Drylands -- arid and semiarid ecosystems consisting of mosaics of herbaceous and woody vegetation -- cover about 45% of the planet's land area (Burgess, 1995; Bailey, 1998).  During the past century, however, Asner et al. note that "the balance between plant lifeforms has shifted to favor trees and shrubs in many drylands (Archer, 1994, 2002)."  Factors contributing to this transition are vigorously debated, but they are generally acknowledged to include fire frequency, grazing intensity, atmospheric CO2 concentration and nitrogen deposition.

What was done
To learn more about this phenomenon, the authors "used historical aerial photography, contemporary Landsat satellite data, field observations, and image analysis techniques to assess spatial specific changes in woody vegetation cover and aboveground C [carbon] stocks between 1937 and 1999 in a 400-km2 region of northern Texas, USA."  They say "this undertaking represents the largest scale, highest spatial resolution analysis of its kind to date."

What was learned
It was determined that "rangelands not targeted for brush management experienced woody cover increases of up to 500% in 63 years," while "areas managed with herbicides, mechanical treatments or fire exhibited a wide range of woody cover changes relative to 1937 (-75% to +280%)."  The net result for the entire area was a 30% increase in woody plant cover and a 32% increase in above-ground carbon stocks.

What it means
Over the past century of global environmental change (increasing air temperature, CO2 concentration and nitrogen deposition), shrubs and trees have gradually been extending their ranges to cover more and more of the earth's arid and semiarid land areas, even when man has tried to turn the tide of woody plant encroachment via various means of intervention.  This phenomenon, in turn, has led to an ever-increasing storage of carbon in woody biomass, both above- and below-ground, exerting a powerful and growing negative influence on the CO2-induced warming potential of the atmosphere that keeps earth's climate within bounds that promote the continued existence of life in all its variety.

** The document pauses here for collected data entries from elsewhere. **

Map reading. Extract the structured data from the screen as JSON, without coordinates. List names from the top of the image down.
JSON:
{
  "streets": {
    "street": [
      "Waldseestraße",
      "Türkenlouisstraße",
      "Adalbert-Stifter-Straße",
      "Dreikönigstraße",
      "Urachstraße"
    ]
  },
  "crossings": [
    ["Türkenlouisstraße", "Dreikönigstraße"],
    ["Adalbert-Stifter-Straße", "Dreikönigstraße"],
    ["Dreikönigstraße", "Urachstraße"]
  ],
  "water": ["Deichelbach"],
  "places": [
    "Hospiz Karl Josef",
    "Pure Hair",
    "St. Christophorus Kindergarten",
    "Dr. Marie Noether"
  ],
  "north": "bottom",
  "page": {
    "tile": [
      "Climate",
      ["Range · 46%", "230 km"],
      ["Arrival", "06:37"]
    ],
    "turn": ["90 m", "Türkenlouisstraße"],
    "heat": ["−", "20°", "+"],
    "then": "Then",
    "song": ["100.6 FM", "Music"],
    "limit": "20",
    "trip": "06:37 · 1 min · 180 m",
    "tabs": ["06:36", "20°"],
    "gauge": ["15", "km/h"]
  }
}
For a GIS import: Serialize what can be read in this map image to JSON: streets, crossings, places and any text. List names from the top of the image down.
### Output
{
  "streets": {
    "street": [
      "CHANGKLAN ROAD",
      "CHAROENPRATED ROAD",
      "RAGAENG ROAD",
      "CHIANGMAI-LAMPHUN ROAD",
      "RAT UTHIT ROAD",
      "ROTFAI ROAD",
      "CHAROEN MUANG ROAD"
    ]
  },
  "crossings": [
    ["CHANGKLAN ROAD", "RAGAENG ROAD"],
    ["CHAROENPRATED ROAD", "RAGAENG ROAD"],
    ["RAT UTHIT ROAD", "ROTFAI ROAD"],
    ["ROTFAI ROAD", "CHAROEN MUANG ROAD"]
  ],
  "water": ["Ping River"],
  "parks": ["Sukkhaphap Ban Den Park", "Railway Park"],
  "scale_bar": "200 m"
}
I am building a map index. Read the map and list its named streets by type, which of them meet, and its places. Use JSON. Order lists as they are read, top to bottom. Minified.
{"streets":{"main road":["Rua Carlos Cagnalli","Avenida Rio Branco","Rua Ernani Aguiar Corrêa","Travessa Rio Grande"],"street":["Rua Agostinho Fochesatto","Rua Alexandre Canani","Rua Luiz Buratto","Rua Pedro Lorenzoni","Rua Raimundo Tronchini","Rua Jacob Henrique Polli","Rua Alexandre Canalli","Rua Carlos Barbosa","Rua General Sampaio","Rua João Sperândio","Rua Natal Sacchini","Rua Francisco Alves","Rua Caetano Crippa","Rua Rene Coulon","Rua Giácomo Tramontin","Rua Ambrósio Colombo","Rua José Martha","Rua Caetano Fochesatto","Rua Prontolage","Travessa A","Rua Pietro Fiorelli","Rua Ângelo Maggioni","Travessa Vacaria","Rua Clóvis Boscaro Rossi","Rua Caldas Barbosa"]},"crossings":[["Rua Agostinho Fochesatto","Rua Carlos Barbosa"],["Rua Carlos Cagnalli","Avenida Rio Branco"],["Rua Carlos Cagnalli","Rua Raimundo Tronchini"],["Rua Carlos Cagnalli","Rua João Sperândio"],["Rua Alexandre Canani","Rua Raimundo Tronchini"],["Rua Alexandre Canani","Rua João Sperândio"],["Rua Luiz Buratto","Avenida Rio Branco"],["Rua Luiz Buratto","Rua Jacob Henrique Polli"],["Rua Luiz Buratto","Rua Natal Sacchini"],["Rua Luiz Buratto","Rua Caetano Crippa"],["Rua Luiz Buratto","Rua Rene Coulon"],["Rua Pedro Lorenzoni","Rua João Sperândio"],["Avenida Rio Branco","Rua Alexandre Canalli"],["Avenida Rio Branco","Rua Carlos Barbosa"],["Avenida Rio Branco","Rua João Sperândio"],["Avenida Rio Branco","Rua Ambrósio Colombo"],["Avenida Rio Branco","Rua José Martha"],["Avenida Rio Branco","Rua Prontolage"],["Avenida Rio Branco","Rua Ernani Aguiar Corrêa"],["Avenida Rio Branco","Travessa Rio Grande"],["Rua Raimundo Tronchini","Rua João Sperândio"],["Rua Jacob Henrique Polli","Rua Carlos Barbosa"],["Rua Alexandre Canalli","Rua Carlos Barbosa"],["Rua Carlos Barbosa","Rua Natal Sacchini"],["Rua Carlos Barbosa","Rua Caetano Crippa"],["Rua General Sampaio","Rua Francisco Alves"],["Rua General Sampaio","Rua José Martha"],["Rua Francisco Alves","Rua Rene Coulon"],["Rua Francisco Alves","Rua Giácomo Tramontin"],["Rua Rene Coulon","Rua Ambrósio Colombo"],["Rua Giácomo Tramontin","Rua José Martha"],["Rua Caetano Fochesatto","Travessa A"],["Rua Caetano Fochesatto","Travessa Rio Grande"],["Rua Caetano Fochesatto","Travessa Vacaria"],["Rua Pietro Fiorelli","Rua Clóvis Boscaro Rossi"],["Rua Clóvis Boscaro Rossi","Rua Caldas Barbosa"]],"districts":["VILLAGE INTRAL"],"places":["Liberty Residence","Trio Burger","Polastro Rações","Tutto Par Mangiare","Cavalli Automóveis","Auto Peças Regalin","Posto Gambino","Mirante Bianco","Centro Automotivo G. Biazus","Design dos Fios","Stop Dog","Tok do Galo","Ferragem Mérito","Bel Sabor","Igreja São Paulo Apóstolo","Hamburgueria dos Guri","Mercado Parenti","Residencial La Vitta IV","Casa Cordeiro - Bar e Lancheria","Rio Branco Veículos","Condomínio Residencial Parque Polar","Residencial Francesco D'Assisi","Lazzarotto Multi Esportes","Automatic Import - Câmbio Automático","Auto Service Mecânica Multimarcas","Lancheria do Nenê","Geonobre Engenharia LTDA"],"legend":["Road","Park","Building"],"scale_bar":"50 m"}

Archer, S.  1994.  Woody plant encroachment into southwestern grasslands and savannas: rates, patterns and proximate causes.  In: Vavra, M., Laycock, W. and Pieper, R. (Eds.), Ecological Implications of Livestock Herbivory in the West.  Society for Range Management, Denver, CO, pp. 13-68.

Archer, S.  2002.  Proliferation of Woody Plants in Grasslands and Savannas: A Bibliography.  Texas A&M University, College Station, TX.

Bailey, R.G.  1998.  Ecoregions: The Ecosystem Geography of the Oceans and Continents.  Springer, New York, NY.

Burgess, T.L.  1995.  Desert grassland, mixed-shrub savanna, shrub-steppe, or semi-desert scrub?  The dilemma of coexisting growth forms.  In: McClaran, M.P. and van Devender, T.R. (Eds.).  Desert Grasslands.  University of Arizona Press, Tucson, AZ.